One lesson from the 1996 Act is that managed competition doesn't work.

For starters, the profits of both regional Bell operating companies and competitive local exchange carriers, including long distance companies, got eaten up in endless regulatory arbitrage. The FCC simply lacked both the will and legally the clout, as court decisions ultimately made clear, to force open the Bells' lines. And the Bells had little economic incentive to open them.

The economic carrot they were offered was long distance service. But it was a service that was being chomped down by three uncontrolled rabbits -- the cellular phone industry, in which the Bells had big stakes; the Internet, which regulators and Congress had granted hands off protection; and new technology.

Overall, cell phone usage went from 38 million in 1996 to over 180 million by the end of 2004, while the Internet with its ubiquitous free email and instant messaging went from virtually nothing to reach 68% of North America's population over the last decade. Energizing each has been the development of voice over Internet protocol (VoIP) which has increased carrying capacity, security and reliability of communications systems, actually turning Internet phone calls from a toy for hobbyists to a tool for business.

Little wonder, then, that long distance, once the profit prize, saw revenues plummet from a peak of $93 billion in 1999 to below $60 billion by 2003, while wireless revenues with anytime, anywhere pricing packages doubled in that same period to $85 billion and Internet companies such as Google surpassed in capital the largest telecom company.

The Telecom Act's so-called "deregulation," as Pressler said, had a "fair amount of regulation." Way too much. The act itself ran 128 pages, each of which required the FCC to write about 100 pages of regulation to implement. And every page of it put money in the pockets of lobbyists and lawyers, but little into new broadband pipes and better services.

So what should Congress do now?
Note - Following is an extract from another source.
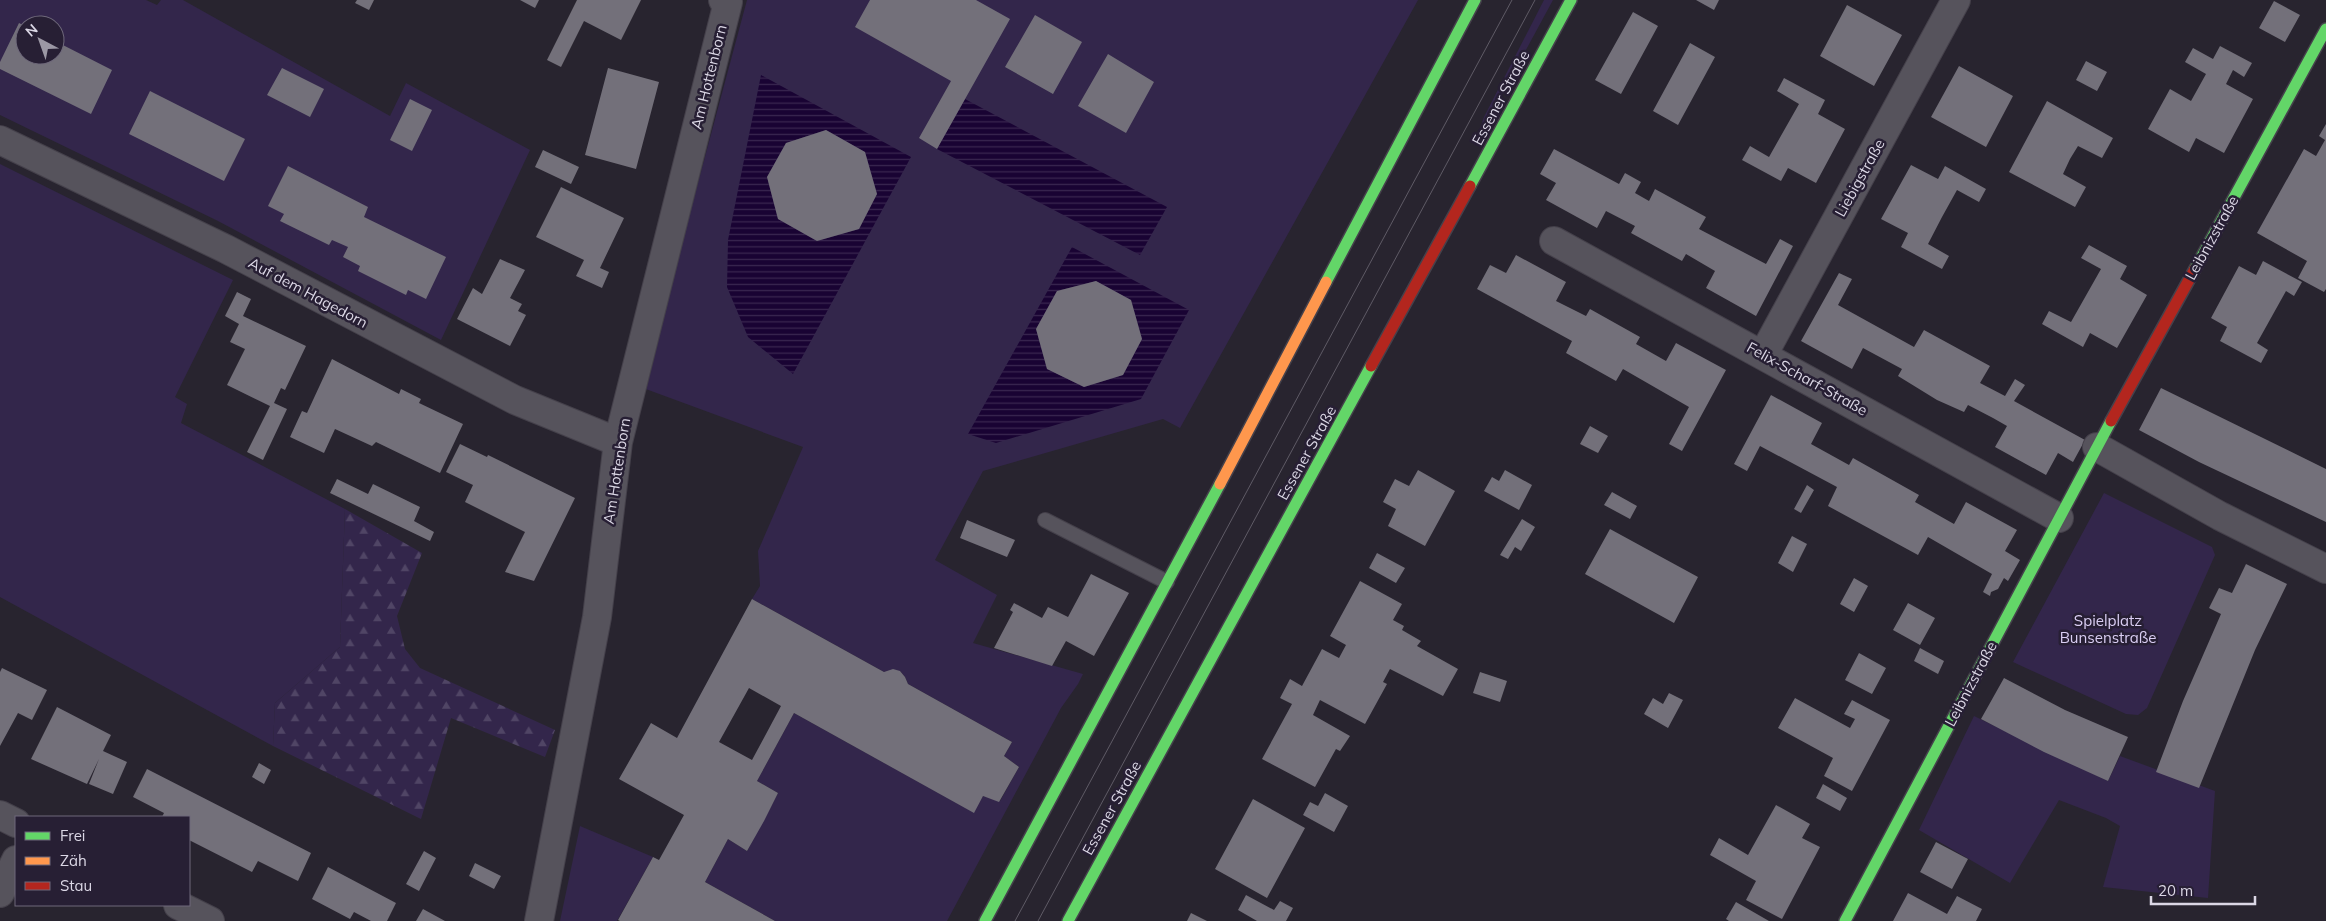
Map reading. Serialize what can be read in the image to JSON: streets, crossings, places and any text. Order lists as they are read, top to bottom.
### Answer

Well, if hands off the Internet and cell phones worked to spread them, how about hands off of broadband?

To start with, how about getting rid of the local franchise rules so telephone companies or other new entrants can provide video services over the high-speed broadband pipes with which they are replacing their old copper phone systems?

Current cable franchising provisions were outlined by the Cable Act of 1992. It declared the local community owned franchising rights, could impose franchising fees of up to 5% of a cable provider's gross revenues for cable services and could require the cable provider to make available capacity for public, education, and government programming. In addition, local franchises could set build out requirements so that cable providers served the whole community, not just a part of it.

When Congress in 1994 considered rolling back these franchise rights as part of telecommunications reform, state and local officials raised hell. "Congress was attempting to disempower local governments in the name of freedom for the telecommunications industry," said James L. Ley, an assistant county manager for Clark County, Nev., "we almost lost our right to self-determination.

"It was spun to Congress that local governments were just another unneeded, regulatory roadblock in the path toward building the information superhighway, and they should be eliminated," he said.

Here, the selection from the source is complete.